**Record extracts:**
_ _ _

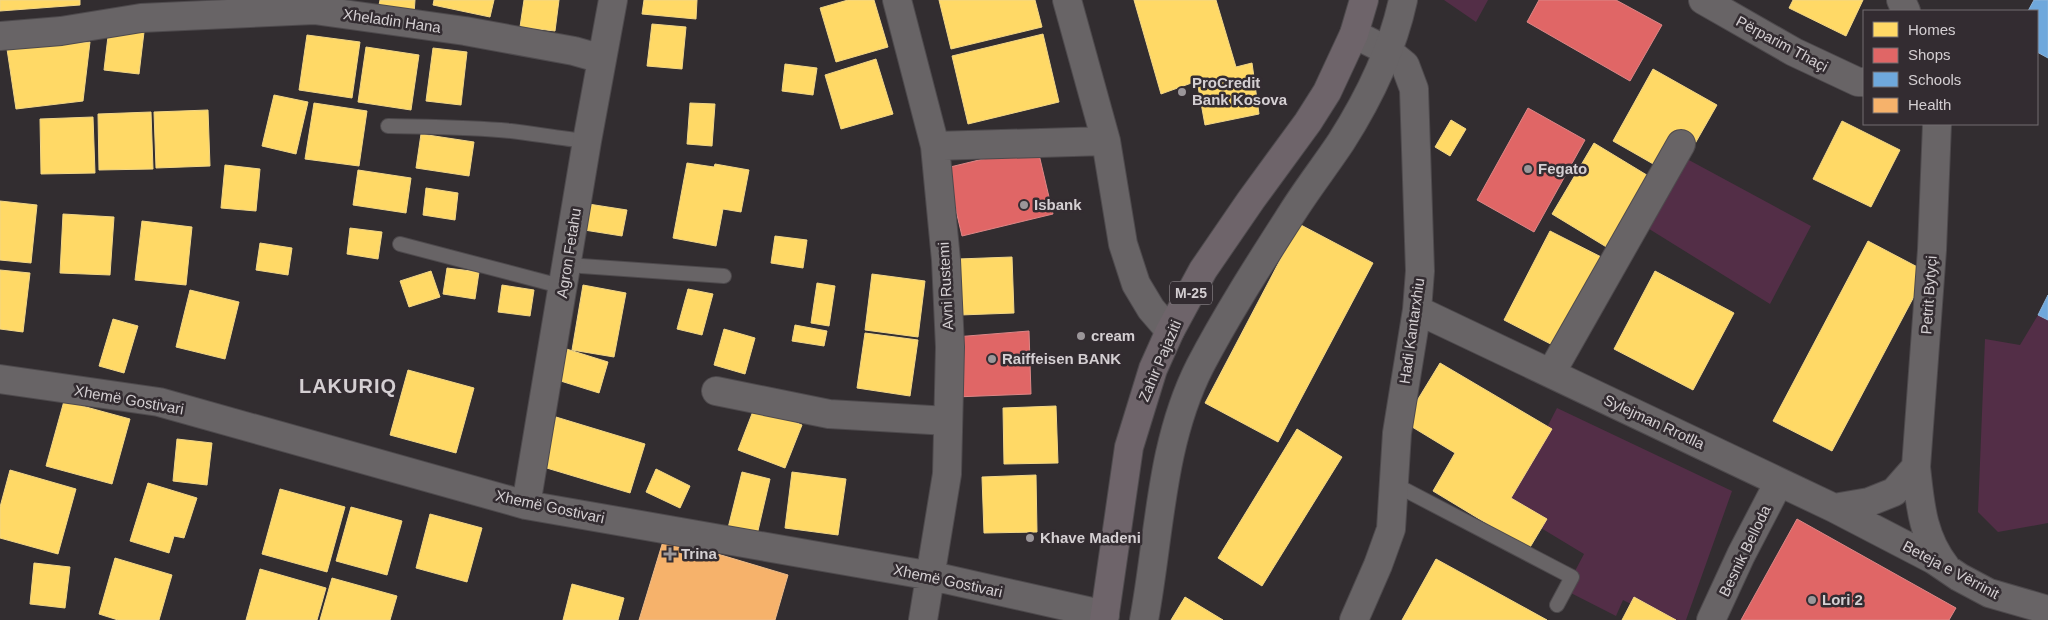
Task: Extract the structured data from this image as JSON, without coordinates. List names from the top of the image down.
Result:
{
  "streets": {
    "main road": ["M-25", "Zahir Pajaziti"],
    "street": [
      "Xheladin Hana",
      "Përparim Thaçi",
      "Agron Fetahu",
      "Avni Rustemi",
      "Petrit Bytyçi",
      "Hadi Kantarxhiu",
      "Xhemë Gostivari",
      "Sylejman Rrotlla",
      "Besnik Belloda",
      "Beteja e Vërrinit"
    ]
  },
  "crossings": [
    ["Xheladin Hana", "Agron Fetahu"],
    ["Agron Fetahu", "Xhemë Gostivari"],
    ["Avni Rustemi", "Xhemë Gostivari"],
    ["Petrit Bytyçi", "Beteja e Vërrinit"],
    ["Hadi Kantarxhiu", "Zahir Pajaziti"],
    ["Hadi Kantarxhiu", "Sylejman Rrotlla"],
    ["Zahir Pajaziti", "Xhemë Gostivari"],
    ["Sylejman Rrotlla", "Besnik Belloda"],
    ["Sylejman Rrotlla", "Beteja e Vërrinit"]
  ],
  "districts": ["LAKURIQ"],
  "places": {
    "other": [
      "ProCredit Bank Kosova",
      "Fegato",
      "Isbank",
      "cream",
      "Raiffeisen BANK",
      "Khave Madeni",
      "Lori 2"
    ],
    "health": ["Trina"]
  },
  "legend": [
    "Homes",
    "Shops",
    "Schools",
    "Health"
  ]
}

_ _ _

**What needs to be done:**
Set all of the records down once more, letter for letter, with the images removed.

**Result:**
Task: Extract the structured data from this image as JSON, without coordinates. List names from the top of the image down.
Result:
{
  "streets": {
    "main road": ["M-25", "Zahir Pajaziti"],
    "street": [
      "Xheladin Hana",
      "Përparim Thaçi",
      "Agron Fetahu",
      "Avni Rustemi",
      "Petrit Bytyçi",
      "Hadi Kantarxhiu",
      "Xhemë Gostivari",
      "Sylejman Rrotlla",
      "Besnik Belloda",
      "Beteja e Vërrinit"
    ]
  },
  "crossings": [
    ["Xheladin Hana", "Agron Fetahu"],
    ["Agron Fetahu", "Xhemë Gostivari"],
    ["Avni Rustemi", "Xhemë Gostivari"],
    ["Petrit Bytyçi", "Beteja e Vërrinit"],
    ["Hadi Kantarxhiu", "Zahir Pajaziti"],
    ["Hadi Kantarxhiu", "Sylejman Rrotlla"],
    ["Zahir Pajaziti", "Xhemë Gostivari"],
    ["Sylejman Rrotlla", "Besnik Belloda"],
    ["Sylejman Rrotlla", "Beteja e Vërrinit"]
  ],
  "districts": ["LAKURIQ"],
  "places": {
    "other": [
      "ProCredit Bank Kosova",
      "Fegato",
      "Isbank",
      "cream",
      "Raiffeisen BANK",
      "Khave Madeni",
      "Lori 2"
    ],
    "health": ["Trina"]
  },
  "legend": [
    "Homes",
    "Shops",
    "Schools",
    "Health"
  ]
}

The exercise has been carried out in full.